*Task prompt*: When a line of the records below contains the string "bubble", copy that whole line.
Exercise materials: Begin
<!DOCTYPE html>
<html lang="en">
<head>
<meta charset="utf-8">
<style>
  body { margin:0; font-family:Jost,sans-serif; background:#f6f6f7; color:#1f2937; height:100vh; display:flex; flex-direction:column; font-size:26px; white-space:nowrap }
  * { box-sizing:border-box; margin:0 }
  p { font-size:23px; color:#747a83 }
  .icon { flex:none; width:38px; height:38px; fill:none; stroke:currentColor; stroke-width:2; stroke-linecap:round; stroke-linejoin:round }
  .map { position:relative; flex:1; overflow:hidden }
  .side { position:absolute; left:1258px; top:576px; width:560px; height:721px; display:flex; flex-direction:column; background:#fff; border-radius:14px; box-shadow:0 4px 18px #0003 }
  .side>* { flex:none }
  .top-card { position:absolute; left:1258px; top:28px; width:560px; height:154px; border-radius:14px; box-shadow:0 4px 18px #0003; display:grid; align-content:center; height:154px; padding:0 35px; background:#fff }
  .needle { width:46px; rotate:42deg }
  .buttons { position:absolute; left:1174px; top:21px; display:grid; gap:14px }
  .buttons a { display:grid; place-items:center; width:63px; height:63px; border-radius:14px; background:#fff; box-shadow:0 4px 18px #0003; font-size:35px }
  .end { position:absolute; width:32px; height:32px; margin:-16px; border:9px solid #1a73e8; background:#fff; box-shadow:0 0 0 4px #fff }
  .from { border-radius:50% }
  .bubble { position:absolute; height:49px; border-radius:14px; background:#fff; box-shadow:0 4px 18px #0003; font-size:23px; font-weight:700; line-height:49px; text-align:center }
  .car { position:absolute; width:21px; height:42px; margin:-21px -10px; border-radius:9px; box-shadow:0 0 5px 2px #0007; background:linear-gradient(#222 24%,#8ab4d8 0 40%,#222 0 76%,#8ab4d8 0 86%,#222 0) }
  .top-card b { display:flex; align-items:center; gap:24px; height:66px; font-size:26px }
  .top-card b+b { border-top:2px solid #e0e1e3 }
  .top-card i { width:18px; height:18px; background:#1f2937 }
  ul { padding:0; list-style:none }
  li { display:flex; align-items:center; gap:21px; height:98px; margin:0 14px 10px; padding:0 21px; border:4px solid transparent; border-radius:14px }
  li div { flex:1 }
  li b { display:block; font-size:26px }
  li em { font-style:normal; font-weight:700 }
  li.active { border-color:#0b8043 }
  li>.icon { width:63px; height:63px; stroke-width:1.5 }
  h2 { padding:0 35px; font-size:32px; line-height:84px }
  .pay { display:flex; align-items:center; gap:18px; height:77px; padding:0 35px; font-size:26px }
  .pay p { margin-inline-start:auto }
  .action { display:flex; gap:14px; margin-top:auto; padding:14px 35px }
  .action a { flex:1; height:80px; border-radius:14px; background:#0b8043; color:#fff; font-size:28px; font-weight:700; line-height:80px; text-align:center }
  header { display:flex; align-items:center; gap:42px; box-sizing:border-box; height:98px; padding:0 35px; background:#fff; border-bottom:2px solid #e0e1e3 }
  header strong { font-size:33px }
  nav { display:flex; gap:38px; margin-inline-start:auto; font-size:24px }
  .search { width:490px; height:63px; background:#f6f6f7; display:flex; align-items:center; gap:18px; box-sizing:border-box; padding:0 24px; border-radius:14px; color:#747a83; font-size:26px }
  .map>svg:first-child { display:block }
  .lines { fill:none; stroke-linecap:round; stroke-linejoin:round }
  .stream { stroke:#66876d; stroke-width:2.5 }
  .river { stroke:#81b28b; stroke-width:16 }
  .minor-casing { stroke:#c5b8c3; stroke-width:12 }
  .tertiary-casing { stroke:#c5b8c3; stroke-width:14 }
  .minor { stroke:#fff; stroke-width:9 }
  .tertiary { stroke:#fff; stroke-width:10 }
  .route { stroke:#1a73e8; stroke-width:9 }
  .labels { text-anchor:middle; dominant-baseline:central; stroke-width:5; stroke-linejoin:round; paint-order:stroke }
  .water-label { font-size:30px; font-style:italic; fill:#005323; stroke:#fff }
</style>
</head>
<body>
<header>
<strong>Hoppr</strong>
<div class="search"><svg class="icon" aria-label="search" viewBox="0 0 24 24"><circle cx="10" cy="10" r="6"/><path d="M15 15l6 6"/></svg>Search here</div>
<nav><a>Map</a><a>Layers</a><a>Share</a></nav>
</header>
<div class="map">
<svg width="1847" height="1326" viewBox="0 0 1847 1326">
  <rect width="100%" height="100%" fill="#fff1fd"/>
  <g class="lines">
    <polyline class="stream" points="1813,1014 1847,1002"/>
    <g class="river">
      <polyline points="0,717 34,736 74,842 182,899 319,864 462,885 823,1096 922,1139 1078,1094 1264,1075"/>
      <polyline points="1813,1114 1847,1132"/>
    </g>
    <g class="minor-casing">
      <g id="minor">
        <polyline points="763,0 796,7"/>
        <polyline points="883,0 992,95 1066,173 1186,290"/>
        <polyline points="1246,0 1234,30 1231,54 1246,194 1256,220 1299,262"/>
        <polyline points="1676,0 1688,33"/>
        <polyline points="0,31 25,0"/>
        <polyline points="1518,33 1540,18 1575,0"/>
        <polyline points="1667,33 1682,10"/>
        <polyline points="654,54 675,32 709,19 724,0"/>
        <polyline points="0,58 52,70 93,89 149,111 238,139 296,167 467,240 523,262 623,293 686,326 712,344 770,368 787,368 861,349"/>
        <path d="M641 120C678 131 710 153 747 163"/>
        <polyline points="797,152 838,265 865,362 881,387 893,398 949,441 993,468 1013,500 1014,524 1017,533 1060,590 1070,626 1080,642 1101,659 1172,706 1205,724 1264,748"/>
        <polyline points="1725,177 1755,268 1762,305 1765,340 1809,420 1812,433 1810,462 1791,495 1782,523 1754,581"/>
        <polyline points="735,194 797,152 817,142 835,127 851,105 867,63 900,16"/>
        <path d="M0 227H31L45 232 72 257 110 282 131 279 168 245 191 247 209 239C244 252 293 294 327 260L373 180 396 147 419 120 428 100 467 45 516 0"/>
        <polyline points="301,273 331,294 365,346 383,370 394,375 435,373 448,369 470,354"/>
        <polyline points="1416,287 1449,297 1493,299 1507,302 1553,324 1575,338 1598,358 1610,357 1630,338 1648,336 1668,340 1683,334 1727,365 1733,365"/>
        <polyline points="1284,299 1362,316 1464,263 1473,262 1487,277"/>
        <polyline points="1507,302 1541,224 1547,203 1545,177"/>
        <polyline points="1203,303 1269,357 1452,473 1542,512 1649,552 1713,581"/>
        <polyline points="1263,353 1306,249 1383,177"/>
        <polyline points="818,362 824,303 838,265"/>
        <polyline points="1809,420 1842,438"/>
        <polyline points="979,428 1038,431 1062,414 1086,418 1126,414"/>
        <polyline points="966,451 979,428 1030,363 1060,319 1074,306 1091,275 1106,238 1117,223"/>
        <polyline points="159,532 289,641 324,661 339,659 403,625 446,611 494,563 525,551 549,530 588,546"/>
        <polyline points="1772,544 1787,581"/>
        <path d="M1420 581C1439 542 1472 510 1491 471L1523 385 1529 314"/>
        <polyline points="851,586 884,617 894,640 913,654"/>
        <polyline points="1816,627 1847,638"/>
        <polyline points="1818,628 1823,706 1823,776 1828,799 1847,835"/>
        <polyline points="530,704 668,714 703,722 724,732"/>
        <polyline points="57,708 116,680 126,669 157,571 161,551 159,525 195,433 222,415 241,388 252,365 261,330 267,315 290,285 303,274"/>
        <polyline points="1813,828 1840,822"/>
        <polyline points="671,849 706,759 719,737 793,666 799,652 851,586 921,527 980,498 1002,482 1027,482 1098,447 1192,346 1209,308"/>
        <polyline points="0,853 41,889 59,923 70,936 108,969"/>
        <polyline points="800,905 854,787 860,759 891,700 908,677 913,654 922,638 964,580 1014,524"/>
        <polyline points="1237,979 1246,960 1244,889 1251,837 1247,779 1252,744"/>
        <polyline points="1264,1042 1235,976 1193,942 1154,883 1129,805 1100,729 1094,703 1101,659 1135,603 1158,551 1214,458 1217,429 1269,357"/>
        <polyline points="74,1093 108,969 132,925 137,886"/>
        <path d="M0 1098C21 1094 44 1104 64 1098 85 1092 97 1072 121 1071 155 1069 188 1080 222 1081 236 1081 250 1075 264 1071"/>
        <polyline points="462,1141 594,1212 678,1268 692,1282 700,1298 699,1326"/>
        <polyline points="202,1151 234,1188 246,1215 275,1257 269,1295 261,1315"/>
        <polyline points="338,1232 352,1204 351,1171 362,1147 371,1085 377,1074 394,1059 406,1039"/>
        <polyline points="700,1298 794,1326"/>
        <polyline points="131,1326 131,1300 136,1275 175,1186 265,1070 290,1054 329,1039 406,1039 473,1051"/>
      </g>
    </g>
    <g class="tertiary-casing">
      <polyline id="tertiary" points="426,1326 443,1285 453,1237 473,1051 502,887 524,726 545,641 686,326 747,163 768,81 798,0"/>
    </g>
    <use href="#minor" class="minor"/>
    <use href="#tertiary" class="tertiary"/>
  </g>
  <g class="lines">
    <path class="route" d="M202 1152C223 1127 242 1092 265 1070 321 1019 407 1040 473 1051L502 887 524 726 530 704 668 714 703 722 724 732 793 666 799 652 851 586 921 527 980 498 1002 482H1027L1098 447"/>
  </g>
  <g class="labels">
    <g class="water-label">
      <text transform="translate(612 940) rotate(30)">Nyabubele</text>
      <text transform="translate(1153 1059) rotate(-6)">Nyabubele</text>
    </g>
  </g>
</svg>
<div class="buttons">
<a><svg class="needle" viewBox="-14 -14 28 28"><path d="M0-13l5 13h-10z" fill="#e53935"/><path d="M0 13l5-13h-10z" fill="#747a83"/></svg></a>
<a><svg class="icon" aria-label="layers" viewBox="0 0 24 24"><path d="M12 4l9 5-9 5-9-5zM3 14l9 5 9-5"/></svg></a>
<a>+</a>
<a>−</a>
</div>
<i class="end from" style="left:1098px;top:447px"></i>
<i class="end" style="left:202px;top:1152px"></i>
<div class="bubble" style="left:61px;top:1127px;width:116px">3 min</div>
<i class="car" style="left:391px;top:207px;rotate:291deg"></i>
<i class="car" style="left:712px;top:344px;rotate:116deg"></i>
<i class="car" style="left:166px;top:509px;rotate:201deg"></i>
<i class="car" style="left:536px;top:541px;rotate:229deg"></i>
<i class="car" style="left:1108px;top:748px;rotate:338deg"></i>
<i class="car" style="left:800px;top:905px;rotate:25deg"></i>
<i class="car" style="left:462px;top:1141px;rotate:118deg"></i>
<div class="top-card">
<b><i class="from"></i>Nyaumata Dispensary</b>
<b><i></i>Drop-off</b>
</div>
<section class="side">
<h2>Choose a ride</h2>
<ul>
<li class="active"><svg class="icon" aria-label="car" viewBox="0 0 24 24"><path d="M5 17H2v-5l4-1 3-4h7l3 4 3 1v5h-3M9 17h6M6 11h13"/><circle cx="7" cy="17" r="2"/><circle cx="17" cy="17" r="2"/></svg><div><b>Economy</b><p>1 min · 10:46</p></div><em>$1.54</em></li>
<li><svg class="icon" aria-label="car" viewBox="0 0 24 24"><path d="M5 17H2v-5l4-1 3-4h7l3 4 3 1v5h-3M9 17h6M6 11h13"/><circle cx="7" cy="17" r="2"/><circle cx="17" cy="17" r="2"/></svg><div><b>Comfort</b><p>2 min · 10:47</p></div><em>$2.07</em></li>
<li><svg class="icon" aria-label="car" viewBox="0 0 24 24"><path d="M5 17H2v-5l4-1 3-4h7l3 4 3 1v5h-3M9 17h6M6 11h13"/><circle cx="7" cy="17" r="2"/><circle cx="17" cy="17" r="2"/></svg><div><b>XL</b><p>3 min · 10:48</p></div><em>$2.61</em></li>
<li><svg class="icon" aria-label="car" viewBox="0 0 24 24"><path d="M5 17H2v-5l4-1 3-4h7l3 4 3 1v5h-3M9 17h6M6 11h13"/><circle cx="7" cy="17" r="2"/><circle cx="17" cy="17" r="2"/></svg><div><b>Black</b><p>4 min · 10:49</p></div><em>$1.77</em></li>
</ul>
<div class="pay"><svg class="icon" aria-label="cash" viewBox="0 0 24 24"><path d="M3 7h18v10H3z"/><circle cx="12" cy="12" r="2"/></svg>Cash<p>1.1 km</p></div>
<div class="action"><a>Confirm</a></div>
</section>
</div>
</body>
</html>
Exercise materials: End
*Response*:
  .bubble { position:absolute; height:49px; border-radius:14px; background:#fff; box-shadow:0 4px 18px #0003; font-size:23px; font-weight:700; line-height:49px; text-align:center }
<div class="bubble" style="left:61px;top:1127px;width:116px">3 min</div>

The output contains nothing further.